EXERCISE: Without including any images, please transcribe all the lines below exactly.

DATA SECTION:

——————

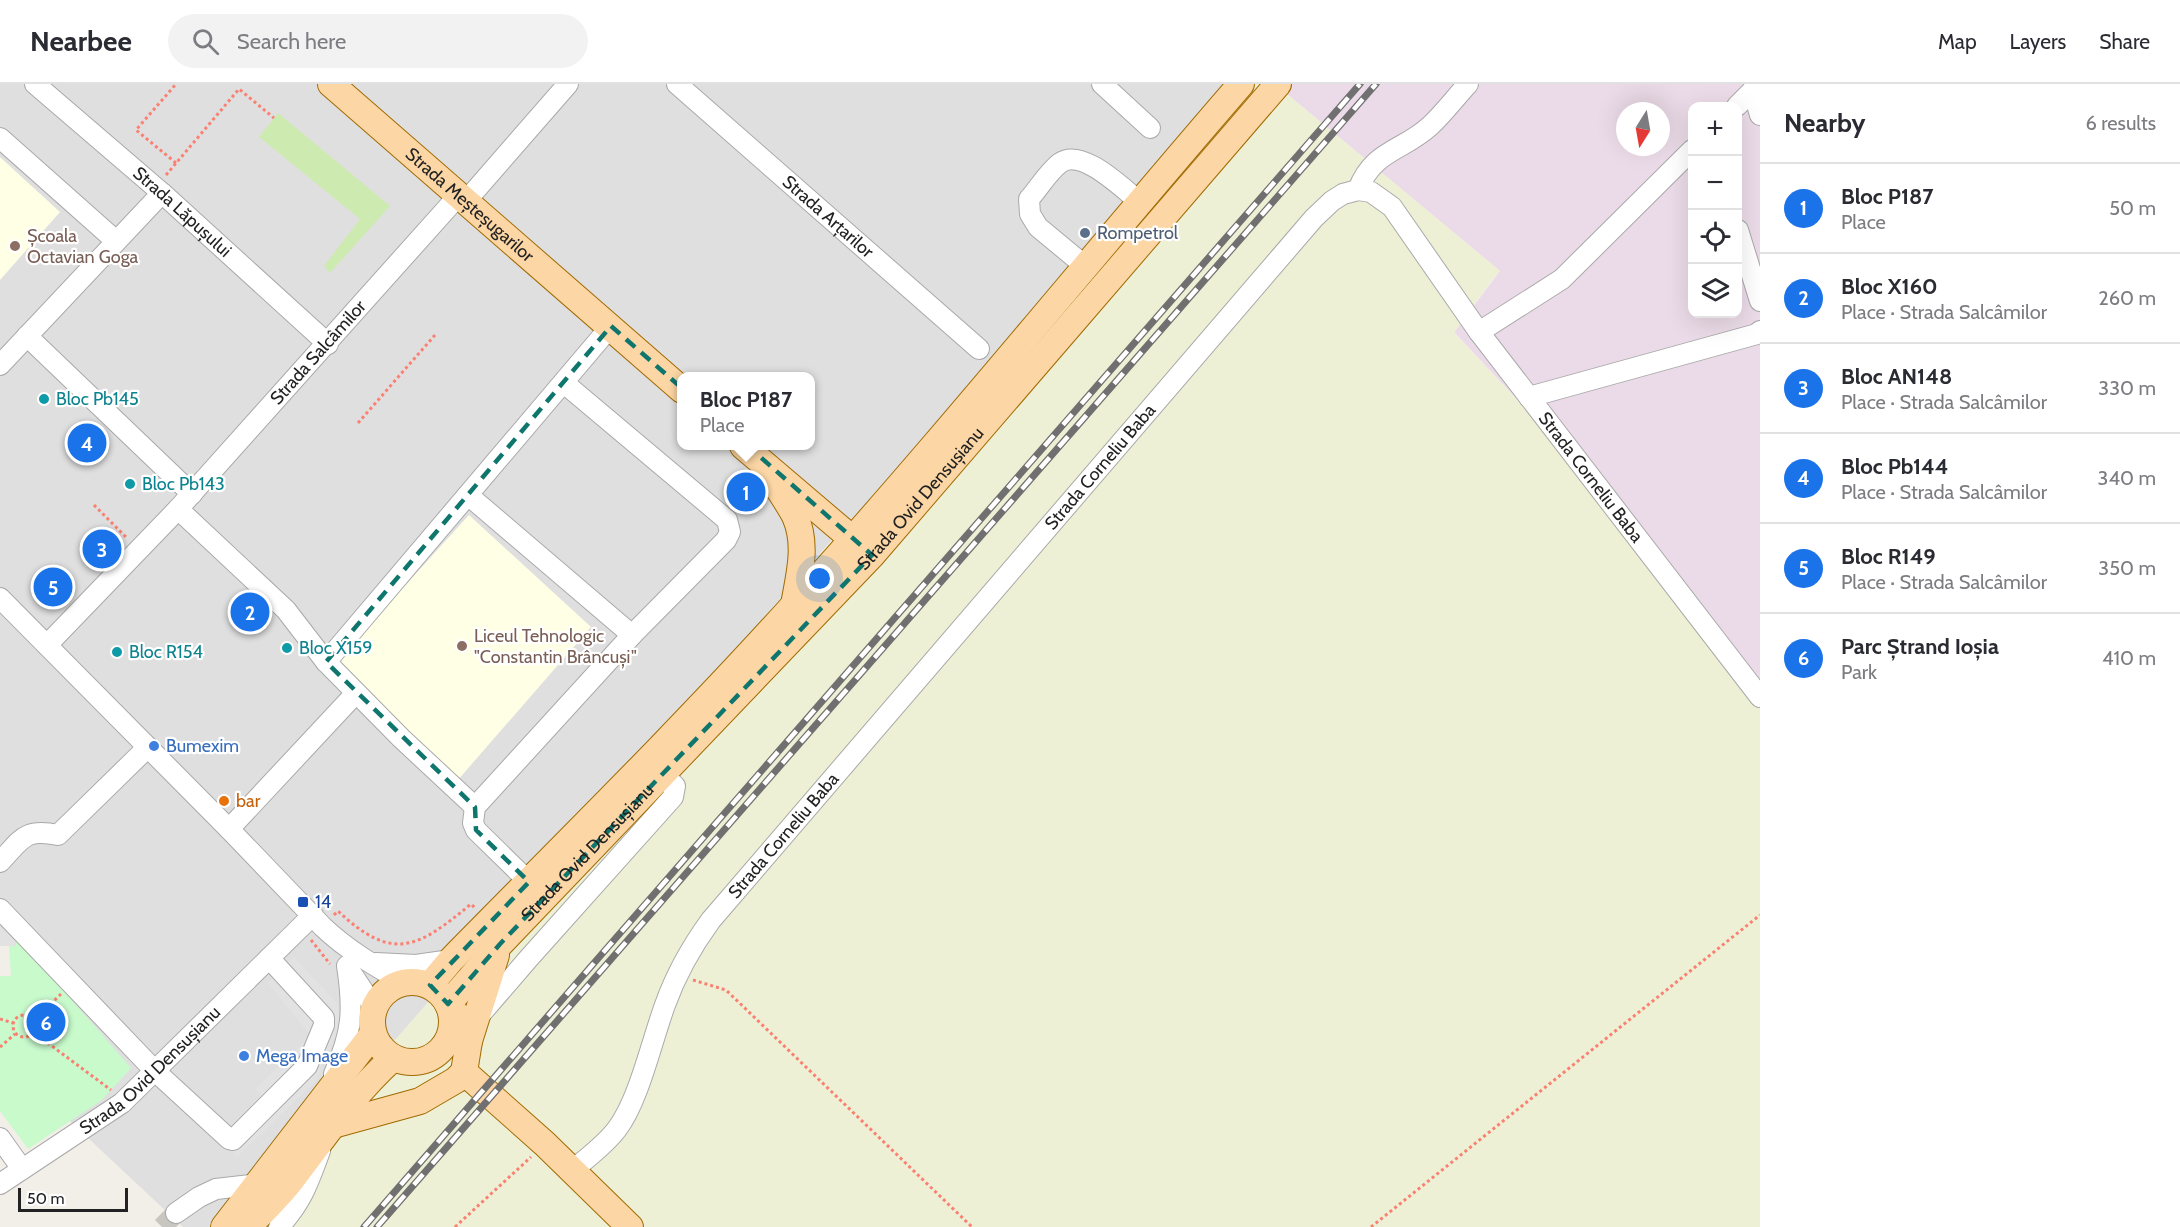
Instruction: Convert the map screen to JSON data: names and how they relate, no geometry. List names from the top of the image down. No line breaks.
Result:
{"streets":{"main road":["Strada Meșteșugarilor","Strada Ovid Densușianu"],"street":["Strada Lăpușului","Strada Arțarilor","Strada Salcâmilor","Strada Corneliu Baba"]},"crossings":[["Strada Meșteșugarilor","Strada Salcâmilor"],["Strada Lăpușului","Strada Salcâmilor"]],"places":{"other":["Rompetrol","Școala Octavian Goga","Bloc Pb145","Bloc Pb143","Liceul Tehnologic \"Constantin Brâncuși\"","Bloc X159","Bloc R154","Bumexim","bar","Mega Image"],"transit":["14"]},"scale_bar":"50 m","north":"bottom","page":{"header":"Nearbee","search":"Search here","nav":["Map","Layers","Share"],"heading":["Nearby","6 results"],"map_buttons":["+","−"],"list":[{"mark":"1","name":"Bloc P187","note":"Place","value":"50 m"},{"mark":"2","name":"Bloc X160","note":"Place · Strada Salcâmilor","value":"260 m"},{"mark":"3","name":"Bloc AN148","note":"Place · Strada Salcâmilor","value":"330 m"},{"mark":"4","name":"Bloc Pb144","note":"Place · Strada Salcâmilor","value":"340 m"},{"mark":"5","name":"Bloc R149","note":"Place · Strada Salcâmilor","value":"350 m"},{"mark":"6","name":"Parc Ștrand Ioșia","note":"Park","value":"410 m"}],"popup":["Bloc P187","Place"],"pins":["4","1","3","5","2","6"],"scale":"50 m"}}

——————

RESULT OF THIS TASK:
Instruction: Convert the map screen to JSON data: names and how they relate, no geometry. List names from the top of the image down. No line breaks.
Result:
{"streets":{"main road":["Strada Meșteșugarilor","Strada Ovid Densușianu"],"street":["Strada Lăpușului","Strada Arțarilor","Strada Salcâmilor","Strada Corneliu Baba"]},"crossings":[["Strada Meșteșugarilor","Strada Salcâmilor"],["Strada Lăpușului","Strada Salcâmilor"]],"places":{"other":["Rompetrol","Școala Octavian Goga","Bloc Pb145","Bloc Pb143","Liceul Tehnologic \"Constantin Brâncuși\"","Bloc X159","Bloc R154","Bumexim","bar","Mega Image"],"transit":["14"]},"scale_bar":"50 m","north":"bottom","page":{"header":"Nearbee","search":"Search here","nav":["Map","Layers","Share"],"heading":["Nearby","6 results"],"map_buttons":["+","−"],"list":[{"mark":"1","name":"Bloc P187","note":"Place","value":"50 m"},{"mark":"2","name":"Bloc X160","note":"Place · Strada Salcâmilor","value":"260 m"},{"mark":"3","name":"Bloc AN148","note":"Place · Strada Salcâmilor","value":"330 m"},{"mark":"4","name":"Bloc Pb144","note":"Place · Strada Salcâmilor","value":"340 m"},{"mark":"5","name":"Bloc R149","note":"Place · Strada Salcâmilor","value":"350 m"},{"mark":"6","name":"Parc Ștrand Ioșia","note":"Park","value":"410 m"}],"popup":["Bloc P187","Place"],"pins":["4","1","3","5","2","6"],"scale":"50 m"}}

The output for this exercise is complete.